— Entries provided —
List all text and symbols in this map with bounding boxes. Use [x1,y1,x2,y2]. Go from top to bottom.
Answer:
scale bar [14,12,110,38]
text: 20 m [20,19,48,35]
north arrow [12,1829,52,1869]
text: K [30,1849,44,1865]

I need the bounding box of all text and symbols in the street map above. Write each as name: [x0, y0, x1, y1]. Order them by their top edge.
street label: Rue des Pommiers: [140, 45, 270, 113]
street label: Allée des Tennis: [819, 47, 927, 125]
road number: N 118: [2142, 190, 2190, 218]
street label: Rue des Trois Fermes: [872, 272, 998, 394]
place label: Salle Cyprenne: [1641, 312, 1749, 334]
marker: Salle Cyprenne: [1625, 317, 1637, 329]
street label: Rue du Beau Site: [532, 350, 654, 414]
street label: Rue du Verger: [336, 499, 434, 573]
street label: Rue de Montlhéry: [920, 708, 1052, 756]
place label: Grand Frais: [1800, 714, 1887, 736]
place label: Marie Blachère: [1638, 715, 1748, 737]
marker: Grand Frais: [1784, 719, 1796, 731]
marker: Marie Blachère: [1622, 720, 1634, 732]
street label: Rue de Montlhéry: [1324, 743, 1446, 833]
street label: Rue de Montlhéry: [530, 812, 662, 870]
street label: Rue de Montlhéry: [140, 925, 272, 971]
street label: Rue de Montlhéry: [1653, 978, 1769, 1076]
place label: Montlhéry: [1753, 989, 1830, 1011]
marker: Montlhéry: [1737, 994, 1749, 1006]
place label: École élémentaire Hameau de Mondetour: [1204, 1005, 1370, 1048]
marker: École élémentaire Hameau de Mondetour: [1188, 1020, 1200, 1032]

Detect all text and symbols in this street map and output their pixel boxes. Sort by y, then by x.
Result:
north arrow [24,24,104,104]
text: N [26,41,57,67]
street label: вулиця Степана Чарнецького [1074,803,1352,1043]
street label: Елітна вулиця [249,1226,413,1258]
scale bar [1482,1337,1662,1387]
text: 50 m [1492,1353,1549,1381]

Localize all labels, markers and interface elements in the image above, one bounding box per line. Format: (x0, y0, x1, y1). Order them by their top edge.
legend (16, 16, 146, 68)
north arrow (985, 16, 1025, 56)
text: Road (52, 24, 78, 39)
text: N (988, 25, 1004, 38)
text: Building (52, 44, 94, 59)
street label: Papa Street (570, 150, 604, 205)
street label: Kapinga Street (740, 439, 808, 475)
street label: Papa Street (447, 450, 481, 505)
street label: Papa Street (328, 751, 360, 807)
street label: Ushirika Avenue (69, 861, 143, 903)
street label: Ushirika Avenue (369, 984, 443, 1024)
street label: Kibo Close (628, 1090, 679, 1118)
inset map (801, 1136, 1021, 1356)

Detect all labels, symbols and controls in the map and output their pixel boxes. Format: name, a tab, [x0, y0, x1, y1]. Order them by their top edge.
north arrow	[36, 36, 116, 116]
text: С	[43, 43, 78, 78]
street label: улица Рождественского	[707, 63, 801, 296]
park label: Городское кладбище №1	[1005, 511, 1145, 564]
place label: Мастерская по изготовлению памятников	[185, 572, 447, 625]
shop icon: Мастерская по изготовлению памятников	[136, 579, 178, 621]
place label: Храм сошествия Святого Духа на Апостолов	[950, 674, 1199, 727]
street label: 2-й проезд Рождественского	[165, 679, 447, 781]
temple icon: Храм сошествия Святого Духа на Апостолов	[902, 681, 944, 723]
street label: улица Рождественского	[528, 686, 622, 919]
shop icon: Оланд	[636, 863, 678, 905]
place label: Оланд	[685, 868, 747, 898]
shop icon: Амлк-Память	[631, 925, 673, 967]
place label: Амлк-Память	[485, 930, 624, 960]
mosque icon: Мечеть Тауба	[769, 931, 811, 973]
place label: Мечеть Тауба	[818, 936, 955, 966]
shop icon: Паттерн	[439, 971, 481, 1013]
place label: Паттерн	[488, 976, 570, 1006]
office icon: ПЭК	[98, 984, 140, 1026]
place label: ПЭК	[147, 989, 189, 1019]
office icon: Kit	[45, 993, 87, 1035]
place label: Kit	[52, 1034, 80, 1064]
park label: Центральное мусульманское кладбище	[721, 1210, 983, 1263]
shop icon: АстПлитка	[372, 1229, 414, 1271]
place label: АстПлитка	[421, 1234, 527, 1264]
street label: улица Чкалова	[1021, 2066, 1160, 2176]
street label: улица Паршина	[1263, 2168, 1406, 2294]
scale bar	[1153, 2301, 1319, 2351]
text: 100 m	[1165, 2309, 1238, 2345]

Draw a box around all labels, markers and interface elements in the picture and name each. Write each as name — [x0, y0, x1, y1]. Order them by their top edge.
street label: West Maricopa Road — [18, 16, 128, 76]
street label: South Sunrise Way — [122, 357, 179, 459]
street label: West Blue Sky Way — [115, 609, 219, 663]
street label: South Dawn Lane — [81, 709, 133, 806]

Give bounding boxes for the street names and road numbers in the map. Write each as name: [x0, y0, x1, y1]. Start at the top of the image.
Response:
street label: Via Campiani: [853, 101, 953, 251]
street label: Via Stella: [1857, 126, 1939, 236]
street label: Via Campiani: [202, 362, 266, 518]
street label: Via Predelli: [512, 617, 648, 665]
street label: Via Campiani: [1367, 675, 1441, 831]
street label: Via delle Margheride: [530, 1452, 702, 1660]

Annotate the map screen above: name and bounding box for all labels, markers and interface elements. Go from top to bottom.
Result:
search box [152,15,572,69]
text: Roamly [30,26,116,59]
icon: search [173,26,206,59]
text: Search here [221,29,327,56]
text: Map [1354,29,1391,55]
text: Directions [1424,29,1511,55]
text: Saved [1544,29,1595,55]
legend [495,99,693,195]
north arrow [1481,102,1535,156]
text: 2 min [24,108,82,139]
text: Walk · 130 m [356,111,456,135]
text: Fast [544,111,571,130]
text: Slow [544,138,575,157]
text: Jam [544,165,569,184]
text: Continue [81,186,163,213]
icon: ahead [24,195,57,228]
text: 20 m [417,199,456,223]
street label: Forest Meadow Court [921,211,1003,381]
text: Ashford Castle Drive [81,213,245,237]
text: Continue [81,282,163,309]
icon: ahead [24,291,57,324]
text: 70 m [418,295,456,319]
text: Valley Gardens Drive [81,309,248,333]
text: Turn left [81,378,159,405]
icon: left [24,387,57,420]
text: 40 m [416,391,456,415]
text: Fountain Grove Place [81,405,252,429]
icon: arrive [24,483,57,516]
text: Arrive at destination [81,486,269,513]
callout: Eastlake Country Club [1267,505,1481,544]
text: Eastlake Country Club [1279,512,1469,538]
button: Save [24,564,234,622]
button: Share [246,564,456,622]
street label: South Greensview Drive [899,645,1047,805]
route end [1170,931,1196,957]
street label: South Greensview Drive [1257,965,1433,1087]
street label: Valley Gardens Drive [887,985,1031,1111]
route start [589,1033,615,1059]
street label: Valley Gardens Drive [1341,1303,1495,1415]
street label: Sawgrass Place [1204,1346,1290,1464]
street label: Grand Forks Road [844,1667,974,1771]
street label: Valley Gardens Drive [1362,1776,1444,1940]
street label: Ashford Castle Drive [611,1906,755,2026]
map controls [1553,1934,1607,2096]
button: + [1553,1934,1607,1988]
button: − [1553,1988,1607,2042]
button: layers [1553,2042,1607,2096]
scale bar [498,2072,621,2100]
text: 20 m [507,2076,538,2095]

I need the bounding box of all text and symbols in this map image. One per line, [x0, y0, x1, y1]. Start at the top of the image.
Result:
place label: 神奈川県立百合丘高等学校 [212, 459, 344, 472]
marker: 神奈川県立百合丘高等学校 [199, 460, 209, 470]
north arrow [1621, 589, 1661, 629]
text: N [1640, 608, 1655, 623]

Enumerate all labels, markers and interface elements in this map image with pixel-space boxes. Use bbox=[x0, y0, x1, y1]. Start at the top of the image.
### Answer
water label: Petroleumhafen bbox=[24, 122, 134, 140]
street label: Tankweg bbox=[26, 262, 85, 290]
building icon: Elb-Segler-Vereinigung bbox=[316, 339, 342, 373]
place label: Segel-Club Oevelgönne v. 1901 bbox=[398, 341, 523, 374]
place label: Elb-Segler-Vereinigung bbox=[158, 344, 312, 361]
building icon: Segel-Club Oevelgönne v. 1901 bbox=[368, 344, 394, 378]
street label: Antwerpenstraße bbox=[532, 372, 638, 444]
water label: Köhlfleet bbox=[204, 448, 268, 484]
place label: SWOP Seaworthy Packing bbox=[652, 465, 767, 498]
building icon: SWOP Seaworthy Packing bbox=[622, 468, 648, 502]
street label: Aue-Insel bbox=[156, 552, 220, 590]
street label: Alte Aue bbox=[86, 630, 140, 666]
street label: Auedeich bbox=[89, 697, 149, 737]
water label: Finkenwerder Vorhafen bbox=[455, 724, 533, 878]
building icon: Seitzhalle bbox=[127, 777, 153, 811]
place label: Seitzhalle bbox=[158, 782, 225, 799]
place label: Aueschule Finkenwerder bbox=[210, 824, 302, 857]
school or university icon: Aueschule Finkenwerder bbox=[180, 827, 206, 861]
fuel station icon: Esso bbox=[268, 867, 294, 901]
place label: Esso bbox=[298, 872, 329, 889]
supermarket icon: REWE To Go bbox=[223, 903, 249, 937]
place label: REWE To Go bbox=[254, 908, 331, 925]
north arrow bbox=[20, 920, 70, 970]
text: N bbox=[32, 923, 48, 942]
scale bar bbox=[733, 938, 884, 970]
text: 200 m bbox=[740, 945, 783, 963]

— Task item —
Please count the lines in the material above where the word "from" occurs, and give only the number.

— Output below —
2